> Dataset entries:

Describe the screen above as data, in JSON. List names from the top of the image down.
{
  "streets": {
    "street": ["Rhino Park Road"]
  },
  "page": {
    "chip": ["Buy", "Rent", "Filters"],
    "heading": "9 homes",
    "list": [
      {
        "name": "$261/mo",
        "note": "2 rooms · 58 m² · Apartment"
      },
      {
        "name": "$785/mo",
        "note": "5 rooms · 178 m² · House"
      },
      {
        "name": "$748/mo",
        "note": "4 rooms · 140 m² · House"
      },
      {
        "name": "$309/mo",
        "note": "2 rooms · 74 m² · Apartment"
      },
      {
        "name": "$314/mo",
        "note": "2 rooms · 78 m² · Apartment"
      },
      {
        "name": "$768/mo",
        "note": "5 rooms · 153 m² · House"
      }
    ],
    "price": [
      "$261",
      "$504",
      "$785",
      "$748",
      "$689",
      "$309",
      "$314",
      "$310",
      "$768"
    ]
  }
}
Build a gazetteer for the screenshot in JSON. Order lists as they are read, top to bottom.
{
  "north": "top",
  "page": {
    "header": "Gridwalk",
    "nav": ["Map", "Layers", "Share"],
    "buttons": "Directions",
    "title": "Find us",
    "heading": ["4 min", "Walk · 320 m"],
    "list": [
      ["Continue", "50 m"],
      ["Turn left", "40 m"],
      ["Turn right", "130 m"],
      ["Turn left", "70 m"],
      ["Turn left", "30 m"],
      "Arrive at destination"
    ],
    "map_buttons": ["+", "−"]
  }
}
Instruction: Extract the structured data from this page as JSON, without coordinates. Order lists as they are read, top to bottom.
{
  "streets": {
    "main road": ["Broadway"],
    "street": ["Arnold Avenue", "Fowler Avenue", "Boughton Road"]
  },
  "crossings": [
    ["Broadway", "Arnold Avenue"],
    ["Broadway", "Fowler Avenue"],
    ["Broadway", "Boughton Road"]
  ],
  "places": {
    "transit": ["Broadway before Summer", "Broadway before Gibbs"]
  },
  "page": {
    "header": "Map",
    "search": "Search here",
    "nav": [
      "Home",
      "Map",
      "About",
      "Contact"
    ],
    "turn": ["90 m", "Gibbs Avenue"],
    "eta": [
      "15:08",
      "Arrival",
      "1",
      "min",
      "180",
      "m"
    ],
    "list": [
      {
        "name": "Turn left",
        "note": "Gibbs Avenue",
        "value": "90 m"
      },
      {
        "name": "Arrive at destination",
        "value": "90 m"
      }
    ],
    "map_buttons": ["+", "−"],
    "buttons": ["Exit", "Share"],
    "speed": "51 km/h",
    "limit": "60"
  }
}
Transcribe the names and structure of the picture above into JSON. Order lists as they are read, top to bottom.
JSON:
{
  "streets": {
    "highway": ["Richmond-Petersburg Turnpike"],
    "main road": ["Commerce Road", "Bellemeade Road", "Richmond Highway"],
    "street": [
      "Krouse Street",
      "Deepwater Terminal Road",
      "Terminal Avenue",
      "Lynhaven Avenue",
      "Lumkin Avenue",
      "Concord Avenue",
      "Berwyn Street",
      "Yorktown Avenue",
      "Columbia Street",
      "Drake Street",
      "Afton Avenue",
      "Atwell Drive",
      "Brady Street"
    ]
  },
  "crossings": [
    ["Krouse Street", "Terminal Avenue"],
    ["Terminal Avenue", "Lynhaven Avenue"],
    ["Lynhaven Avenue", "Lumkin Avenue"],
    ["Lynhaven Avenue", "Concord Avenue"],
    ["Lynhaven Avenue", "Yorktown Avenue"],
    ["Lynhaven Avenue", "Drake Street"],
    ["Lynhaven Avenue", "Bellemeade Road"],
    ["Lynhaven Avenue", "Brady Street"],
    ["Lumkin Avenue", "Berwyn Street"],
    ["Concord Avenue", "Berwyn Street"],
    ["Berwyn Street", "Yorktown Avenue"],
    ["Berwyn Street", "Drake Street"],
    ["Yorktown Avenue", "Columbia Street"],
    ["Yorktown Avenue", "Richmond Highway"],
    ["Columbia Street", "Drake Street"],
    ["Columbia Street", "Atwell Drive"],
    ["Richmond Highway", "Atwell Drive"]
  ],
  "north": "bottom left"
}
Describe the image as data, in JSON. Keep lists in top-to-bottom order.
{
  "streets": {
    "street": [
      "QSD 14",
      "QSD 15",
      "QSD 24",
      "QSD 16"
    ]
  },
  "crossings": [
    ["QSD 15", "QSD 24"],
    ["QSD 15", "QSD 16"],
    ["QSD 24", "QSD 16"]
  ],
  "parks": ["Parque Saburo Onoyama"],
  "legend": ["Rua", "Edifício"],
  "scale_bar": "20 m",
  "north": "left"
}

> What you are asked to do:
Retype exactly, and only, the lines that run from the one with "Describe the image" through the final line of the entries.

> Your solution:
Describe the image as data, in JSON. Keep lists in top-to-bottom order.
{
  "streets": {
    "street": [
      "QSD 14",
      "QSD 15",
      "QSD 24",
      "QSD 16"
    ]
  },
  "crossings": [
    ["QSD 15", "QSD 24"],
    ["QSD 15", "QSD 16"],
    ["QSD 24", "QSD 16"]
  ],
  "parks": ["Parque Saburo Onoyama"],
  "legend": ["Rua", "Edifício"],
  "scale_bar": "20 m",
  "north": "left"
}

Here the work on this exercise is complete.